I don't know much about those machines but it looks like a flathead engine ??


----------



## Caper63 (Jun 15, 2021)

Dont know alot about them either, except that it is somewhat rare to find a solid used one. Seems like a very good buy, subject to actual 
condition


----------



## nitehawk55 (Sep 9, 2021)

I have seen they are rare and up in Honda land for build but I would have expected an OHV engine. Maybe it's an older one.


----------



## English_Cat (Sep 1, 2020)

nitehawk55 said:


> I have seen they are rare and up in Honda land for build but I would have expected an OHV engine. Maybe it's an older one.


That one is from the 80/90s. Great machines. Although the tank is unoriginal on that one, most likely changed due to rust on a metal tank, or a bad leak on the plastic tank. It's the 6hp model.

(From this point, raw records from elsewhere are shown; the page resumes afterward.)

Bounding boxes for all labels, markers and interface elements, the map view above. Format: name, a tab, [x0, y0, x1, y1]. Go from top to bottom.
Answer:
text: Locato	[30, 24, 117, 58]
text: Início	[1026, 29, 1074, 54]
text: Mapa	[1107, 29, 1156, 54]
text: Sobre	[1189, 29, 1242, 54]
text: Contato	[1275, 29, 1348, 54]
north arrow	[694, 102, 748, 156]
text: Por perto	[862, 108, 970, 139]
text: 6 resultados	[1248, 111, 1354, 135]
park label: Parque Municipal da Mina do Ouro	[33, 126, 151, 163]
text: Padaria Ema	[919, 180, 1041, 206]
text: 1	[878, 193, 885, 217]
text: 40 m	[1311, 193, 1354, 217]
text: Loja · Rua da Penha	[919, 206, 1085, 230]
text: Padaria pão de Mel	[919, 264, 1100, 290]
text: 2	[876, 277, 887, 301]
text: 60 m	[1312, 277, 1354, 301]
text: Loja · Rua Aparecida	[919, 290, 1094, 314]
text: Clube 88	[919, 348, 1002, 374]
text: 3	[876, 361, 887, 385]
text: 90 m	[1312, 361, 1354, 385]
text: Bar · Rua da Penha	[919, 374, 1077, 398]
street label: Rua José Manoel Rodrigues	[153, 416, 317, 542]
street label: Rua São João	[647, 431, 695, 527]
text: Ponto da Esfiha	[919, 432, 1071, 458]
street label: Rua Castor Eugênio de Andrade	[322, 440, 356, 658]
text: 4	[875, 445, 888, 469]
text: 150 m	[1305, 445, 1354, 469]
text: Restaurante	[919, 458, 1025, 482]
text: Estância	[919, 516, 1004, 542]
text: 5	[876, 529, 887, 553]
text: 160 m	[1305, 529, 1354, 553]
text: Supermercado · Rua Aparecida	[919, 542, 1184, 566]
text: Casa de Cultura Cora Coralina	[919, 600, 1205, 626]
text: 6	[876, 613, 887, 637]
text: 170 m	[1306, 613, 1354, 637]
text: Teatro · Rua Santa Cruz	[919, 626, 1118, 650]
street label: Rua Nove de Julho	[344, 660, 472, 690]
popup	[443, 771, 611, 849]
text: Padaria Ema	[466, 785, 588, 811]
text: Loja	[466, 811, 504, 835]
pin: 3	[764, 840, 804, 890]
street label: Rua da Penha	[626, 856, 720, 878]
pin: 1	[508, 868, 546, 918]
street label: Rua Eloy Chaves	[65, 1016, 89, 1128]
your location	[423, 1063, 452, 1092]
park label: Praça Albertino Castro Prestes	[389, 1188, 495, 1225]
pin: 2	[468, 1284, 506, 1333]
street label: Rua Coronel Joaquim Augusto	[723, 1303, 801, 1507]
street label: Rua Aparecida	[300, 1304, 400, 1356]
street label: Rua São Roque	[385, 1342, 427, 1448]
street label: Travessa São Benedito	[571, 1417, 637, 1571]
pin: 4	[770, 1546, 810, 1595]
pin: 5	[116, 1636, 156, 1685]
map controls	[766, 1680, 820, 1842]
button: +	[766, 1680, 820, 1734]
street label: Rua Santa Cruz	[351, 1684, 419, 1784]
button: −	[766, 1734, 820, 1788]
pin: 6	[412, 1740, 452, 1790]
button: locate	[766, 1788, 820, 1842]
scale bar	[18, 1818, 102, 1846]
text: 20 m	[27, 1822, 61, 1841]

They still make a newer version under a slightly different name and changes.


----------



## sellappahbala (Oct 20, 2021)

pls help yamaha sno blower ys624t piston ring set can i buy?


----------



## English_Cat (Sep 1, 2020)

sellappahbala said:


> pls help yamaha sno blower ys624t piston ring set can i buy?


Yamaha or have a shop make one.


----------



## Rooskie (Feb 12, 2015)

Caper63 said:


> Yamaha YS624 - $650 Canadian


SOLD!


----------